[Stored data]
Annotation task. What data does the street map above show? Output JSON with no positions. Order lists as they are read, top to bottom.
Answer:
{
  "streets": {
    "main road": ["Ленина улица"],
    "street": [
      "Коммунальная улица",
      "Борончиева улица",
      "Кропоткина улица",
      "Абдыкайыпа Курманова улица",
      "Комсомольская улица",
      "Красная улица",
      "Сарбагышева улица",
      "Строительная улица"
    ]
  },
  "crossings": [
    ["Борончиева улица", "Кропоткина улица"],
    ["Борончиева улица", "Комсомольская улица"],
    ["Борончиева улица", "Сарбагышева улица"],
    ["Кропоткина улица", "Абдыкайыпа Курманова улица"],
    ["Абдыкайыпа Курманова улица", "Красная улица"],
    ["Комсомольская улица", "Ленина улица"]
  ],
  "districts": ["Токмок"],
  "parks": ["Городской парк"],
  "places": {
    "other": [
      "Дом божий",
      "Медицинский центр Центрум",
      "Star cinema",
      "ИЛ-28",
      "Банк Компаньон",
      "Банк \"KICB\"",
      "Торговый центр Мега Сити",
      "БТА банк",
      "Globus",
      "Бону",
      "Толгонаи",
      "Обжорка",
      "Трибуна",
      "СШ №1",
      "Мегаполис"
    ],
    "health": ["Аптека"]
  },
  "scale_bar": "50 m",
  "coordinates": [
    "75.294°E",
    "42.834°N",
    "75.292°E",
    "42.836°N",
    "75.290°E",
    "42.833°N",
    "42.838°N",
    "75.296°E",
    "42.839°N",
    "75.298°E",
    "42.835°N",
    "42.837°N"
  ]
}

...

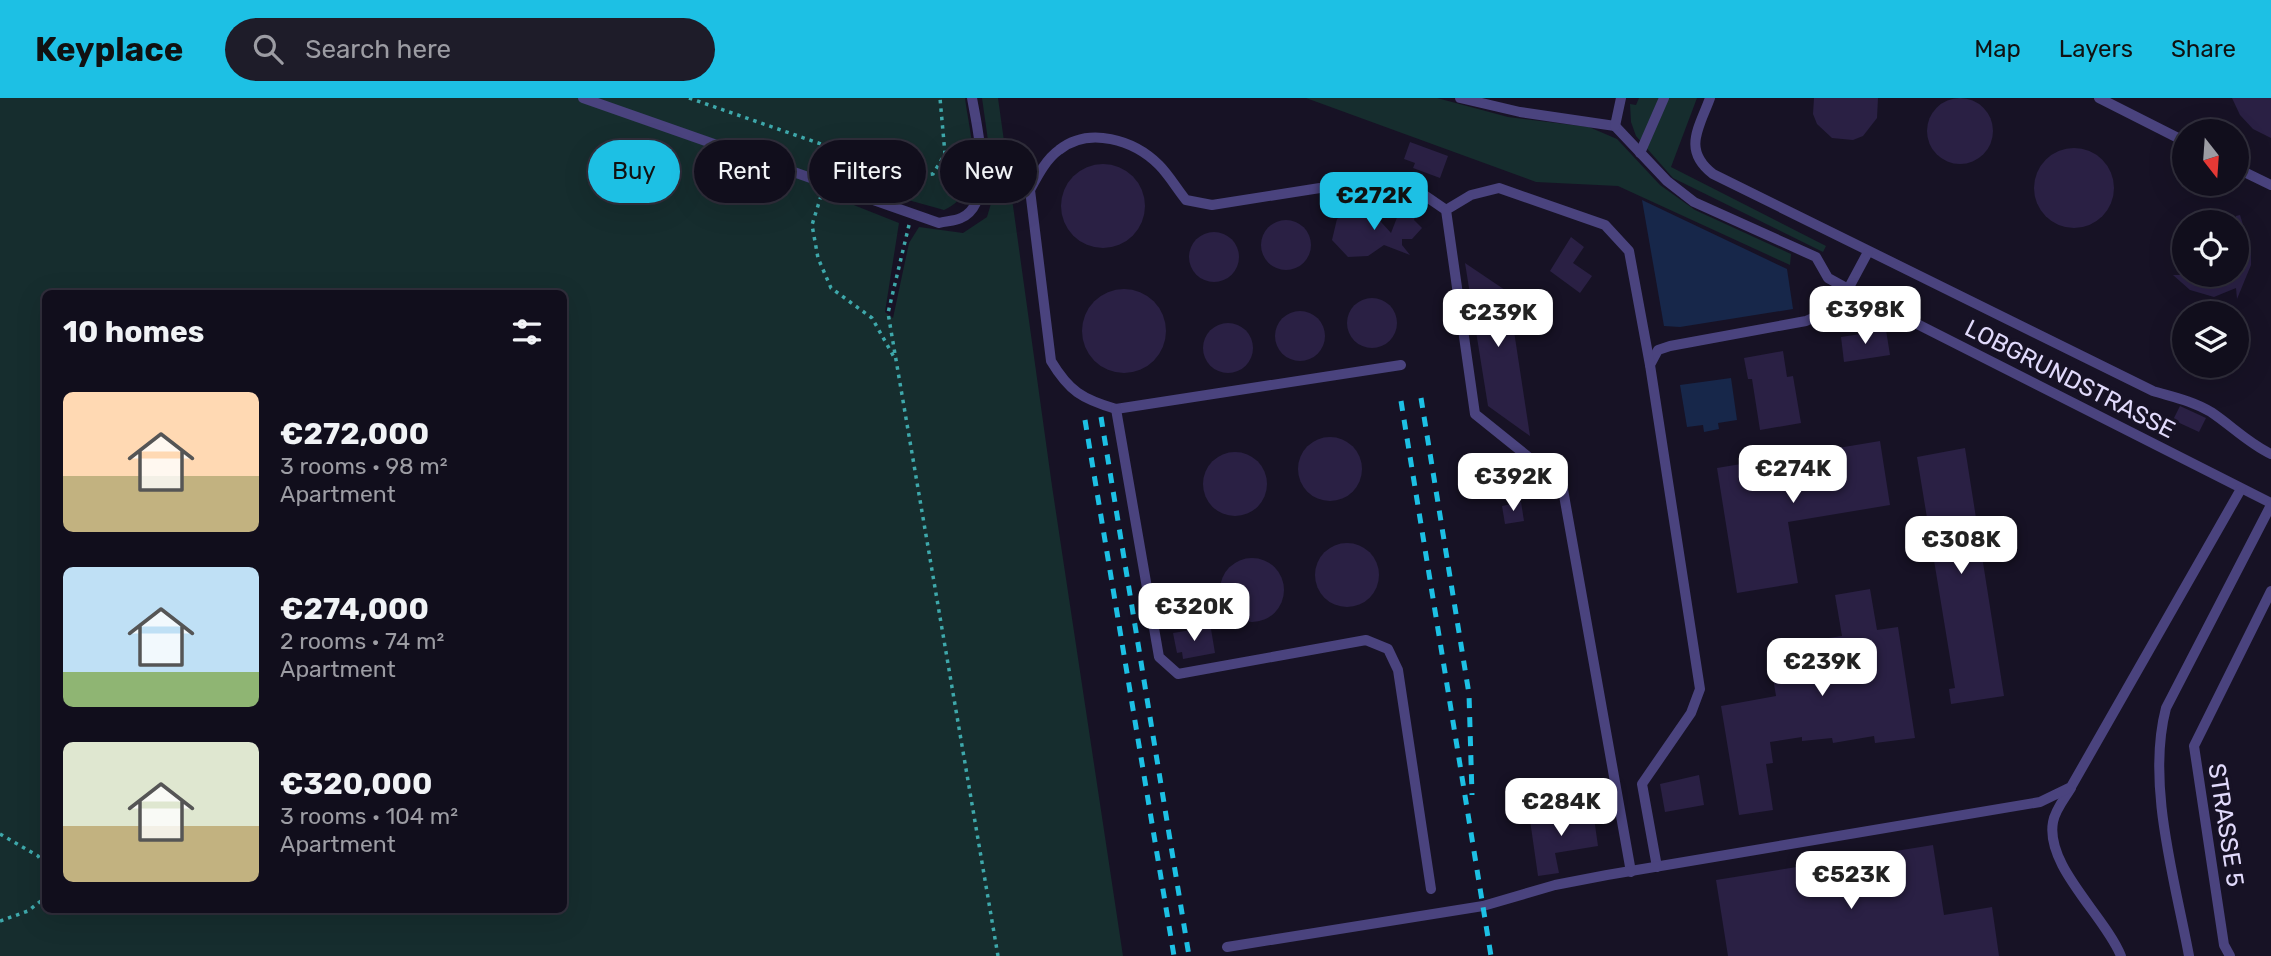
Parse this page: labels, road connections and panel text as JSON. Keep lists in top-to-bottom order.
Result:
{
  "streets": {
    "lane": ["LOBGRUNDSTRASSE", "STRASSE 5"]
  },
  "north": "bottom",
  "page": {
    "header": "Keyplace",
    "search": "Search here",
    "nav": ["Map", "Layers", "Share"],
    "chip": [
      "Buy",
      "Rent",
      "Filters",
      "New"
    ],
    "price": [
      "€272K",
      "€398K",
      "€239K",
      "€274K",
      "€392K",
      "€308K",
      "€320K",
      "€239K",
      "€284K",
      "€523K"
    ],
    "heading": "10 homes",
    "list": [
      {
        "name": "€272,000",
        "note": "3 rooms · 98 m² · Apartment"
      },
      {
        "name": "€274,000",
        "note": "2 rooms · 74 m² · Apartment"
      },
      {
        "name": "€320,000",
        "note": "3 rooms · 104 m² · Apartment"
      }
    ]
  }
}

(Work order):
Considering the records above, count the lines where the string "JSON" occurs and return that number alone.

(Worked solution):
2